---------- Data

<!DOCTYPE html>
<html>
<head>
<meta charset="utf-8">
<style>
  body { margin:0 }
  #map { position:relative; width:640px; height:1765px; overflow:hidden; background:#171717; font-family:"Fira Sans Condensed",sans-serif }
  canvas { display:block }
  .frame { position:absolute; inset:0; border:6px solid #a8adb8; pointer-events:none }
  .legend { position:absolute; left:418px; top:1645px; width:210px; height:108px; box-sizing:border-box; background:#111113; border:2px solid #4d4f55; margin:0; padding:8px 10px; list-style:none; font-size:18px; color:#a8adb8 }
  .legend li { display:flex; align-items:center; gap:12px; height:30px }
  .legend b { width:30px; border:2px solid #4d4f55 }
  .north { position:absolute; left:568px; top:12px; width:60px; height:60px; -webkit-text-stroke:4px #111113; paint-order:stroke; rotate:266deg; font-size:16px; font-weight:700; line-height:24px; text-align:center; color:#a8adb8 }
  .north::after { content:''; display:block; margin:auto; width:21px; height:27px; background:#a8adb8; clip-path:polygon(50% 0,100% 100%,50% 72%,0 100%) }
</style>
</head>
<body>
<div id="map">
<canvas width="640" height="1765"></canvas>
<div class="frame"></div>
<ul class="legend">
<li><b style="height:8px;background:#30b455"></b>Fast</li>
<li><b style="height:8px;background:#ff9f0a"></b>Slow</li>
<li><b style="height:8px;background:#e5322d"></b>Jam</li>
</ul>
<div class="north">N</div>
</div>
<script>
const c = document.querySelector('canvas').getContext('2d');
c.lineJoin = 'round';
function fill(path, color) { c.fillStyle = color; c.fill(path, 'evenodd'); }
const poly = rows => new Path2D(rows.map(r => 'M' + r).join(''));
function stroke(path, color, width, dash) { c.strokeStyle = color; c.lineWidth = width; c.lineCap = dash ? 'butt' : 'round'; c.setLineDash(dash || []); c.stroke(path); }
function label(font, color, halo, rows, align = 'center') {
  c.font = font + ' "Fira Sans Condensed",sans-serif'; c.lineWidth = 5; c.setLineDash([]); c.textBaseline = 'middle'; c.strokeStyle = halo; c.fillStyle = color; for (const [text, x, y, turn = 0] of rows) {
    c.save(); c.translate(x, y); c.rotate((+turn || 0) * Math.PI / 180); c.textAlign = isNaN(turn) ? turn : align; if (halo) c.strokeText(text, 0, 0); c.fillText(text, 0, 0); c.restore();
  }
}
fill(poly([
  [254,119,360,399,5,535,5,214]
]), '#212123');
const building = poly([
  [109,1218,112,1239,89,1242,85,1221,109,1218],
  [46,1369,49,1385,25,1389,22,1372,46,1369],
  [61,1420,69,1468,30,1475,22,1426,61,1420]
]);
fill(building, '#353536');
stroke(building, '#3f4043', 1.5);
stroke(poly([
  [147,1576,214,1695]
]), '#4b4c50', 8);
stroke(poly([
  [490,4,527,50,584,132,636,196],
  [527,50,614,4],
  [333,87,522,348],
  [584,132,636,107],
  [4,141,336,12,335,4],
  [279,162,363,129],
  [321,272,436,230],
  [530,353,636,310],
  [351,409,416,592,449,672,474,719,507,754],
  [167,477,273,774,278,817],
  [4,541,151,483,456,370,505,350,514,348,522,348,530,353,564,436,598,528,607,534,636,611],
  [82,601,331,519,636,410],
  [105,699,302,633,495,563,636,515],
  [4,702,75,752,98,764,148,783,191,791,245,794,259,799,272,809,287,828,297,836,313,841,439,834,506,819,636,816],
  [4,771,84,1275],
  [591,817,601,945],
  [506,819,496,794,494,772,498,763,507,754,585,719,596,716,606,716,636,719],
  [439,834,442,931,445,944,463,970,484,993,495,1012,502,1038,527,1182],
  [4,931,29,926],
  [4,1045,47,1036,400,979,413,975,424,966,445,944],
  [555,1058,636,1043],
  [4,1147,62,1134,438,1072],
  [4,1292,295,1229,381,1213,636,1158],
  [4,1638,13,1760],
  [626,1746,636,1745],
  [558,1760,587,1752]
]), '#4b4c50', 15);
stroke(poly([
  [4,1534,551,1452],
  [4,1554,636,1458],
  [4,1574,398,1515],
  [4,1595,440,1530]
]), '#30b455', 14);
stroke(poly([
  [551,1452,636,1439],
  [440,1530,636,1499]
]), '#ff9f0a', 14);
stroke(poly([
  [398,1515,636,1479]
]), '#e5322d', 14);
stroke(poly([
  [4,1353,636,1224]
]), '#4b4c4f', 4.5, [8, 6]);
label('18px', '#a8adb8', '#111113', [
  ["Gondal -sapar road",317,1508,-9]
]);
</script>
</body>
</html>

--------------------

Exercise objective: Please give back, exactly as it stands above, the stretch from the line with "c.save(); c.translate(x, y);" through the line with "[254,119,360,399,5,535,5,214]", and no line outside it.

Task result:
    c.save(); c.translate(x, y); c.rotate((+turn || 0) * Math.PI / 180); c.textAlign = isNaN(turn) ? turn : align; if (halo) c.strokeText(text, 0, 0); c.fillText(text, 0, 0); c.restore();
  }
}
fill(poly([
  [254,119,360,399,5,535,5,214]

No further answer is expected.